The historian criticizes the U.S. government’s inability to deter attacks by the Taliban, Putin and Hamas, and warns that AI may negatively affect our cognitive abilities

Niall Ferguson
Niall Ferguson, Harvard University historian, on December 19, in Saint Vincent (Italy).Andrea Rizzi
Andrea Rizzi

The world is facing a period of great upheaval and transformation, from Russia’s attack on Ukraine to the artificial intelligence revolution. Historian Niall Ferguson, 59, who holds positions at Harvard and Stanford University, calls for maximum alertness in the face of the several risks inherent to this era. In an interview on the sidelines of the Grand Continent Summit, an annual conference organized by Le Grand Continent magazine in Saint-Vincent (Aosta Valley, Italy), Ferguson says he believes that the foreign policy of the Joe Biden administration has been a failure as it did not deter the Taliban, Putin or Hamas from launching their attacks. He believes that Donald Trump is likely to win the U.S. elections again, and warns that Ukraine may lose the war, that Europe cannot forget that its security depends on the United States and that artificial intelligence may seriously affect our cognitive abilities.

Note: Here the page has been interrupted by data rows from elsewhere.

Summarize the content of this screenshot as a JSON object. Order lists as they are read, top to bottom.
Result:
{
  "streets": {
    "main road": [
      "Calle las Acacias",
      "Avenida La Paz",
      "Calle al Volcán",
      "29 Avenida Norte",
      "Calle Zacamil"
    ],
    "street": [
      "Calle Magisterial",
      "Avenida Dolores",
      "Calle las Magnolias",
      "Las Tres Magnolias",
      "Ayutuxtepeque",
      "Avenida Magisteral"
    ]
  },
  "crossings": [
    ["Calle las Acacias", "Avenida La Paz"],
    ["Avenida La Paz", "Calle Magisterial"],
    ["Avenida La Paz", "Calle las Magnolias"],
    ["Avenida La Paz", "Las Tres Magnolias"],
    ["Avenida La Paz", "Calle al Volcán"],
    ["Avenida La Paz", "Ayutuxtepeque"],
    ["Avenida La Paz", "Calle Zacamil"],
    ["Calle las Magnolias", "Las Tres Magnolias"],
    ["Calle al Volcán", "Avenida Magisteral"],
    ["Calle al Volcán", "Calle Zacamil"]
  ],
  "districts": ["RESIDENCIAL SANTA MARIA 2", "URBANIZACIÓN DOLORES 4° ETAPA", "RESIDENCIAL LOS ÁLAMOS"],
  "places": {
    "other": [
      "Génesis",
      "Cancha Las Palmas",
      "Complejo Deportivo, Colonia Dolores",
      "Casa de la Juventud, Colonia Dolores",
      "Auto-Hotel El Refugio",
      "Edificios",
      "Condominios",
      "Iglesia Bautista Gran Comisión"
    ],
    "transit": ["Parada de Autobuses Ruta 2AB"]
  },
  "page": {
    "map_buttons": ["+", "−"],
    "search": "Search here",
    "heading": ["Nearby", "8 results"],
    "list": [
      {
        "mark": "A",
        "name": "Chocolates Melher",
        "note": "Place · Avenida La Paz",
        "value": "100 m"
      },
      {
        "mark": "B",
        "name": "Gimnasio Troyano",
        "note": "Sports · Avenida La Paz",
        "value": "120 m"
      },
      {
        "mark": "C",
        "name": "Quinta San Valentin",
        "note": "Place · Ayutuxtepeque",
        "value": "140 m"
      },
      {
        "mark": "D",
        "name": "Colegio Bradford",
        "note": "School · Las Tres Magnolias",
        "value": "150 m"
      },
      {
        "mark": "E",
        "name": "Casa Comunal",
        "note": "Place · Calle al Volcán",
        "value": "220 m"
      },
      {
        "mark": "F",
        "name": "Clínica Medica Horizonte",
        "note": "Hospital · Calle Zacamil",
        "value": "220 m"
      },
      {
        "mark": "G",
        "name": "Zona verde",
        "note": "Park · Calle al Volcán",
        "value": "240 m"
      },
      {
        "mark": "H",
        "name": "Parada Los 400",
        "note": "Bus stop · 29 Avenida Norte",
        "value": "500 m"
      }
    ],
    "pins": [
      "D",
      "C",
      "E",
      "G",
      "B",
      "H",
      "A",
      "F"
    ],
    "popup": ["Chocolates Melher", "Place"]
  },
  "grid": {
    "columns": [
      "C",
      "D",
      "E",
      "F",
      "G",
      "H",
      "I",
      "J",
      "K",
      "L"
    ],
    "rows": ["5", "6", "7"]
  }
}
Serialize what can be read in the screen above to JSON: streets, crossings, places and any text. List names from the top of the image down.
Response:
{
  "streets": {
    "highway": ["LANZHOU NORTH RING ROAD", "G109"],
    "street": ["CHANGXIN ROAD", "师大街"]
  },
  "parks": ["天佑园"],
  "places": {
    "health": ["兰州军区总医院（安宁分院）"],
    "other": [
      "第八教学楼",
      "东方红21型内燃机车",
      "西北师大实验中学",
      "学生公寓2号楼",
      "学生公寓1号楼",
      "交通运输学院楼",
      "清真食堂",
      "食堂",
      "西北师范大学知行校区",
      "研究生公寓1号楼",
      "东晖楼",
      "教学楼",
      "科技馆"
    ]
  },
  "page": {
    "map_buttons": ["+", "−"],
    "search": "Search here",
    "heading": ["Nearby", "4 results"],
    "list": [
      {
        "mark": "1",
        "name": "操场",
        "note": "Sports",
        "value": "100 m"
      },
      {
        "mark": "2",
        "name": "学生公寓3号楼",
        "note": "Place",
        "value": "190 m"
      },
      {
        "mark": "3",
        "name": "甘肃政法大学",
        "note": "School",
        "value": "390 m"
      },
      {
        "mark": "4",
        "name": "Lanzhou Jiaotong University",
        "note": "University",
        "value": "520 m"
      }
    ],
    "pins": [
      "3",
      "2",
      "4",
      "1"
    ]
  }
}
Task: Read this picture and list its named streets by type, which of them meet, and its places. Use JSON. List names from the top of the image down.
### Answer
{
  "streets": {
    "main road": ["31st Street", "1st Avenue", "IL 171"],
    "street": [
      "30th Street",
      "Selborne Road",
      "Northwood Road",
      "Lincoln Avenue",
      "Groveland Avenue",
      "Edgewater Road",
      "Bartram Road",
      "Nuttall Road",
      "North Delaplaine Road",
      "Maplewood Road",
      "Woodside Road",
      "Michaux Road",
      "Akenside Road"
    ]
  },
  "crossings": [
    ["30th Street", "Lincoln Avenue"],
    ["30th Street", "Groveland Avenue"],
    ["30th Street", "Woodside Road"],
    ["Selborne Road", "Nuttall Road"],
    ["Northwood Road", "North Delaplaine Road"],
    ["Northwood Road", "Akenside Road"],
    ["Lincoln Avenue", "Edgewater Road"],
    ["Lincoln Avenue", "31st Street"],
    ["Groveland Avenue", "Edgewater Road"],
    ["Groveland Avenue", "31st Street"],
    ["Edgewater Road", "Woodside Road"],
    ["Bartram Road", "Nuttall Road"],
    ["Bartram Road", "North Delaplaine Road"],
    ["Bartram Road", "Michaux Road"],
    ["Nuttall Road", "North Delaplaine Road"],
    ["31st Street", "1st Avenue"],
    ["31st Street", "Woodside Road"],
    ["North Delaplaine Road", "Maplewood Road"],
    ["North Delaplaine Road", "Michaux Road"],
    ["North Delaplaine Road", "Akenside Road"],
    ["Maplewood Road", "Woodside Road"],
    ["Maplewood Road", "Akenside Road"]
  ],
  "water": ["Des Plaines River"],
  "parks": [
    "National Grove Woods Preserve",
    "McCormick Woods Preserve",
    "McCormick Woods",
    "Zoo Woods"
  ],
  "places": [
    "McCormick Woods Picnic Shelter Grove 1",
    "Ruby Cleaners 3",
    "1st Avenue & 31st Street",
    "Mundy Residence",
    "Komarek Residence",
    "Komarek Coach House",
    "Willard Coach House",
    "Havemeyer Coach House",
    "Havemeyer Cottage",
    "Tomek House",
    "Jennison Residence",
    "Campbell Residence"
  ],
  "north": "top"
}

Question. How do you see the West in this fragmented world with increasingly antagonistic powers? There was a united response to the invasion of Ukraine, but now support is wavering.

Answer. I think if future historians try to sum up the Biden administration’s foreign policy, one way they might do it is to say, these guys were very bad at deterrence. They failed to deter the Taliban from taking complete control over Afghanistan. They didn’t deter Putin from further invading Ukraine. They haven’t deterred Iran from launching attacks on Israel through its proxies. And it remains to be seen if they deter China from blockading Taiwan, but it wouldn’t surprise me if they failed there too. The response of the West to the invasion of Ukraine has become a slightly mythologized subject. When the U.S. came round to realizing that Putin was serious, rather than deter him, they just published the plan. The Americans didn’t expect Ukraine to hold up. They expected [Ukrainian President Volodymyr] Zelenskiy to fly out. Everybody was truly surprised by the success of the defense of Kyiv by the Ukrainians. Only then did we start to supply them with arms. And from the moment that we began to supply them with arms, we supplied them with enough weapons not to lose, but never enough to win. People in Washington said, ‘oh, this is great. Russia’s military is being degraded, and we don’t have to do the fighting.’ But that created a major risk to Ukraine, which we now see: it ran out of offensive capability. We should have seen the need for an armistice last year when things were going really well for Ukraine. We’ve created a very bad situation in which Western support has begun to decline. The Ukrainians are already running out of ammunition. And that’s potentially a year before Donald Trump is in the White House. The foreign policy of the Biden administration has been very unsuccessful. It makes Trump look good.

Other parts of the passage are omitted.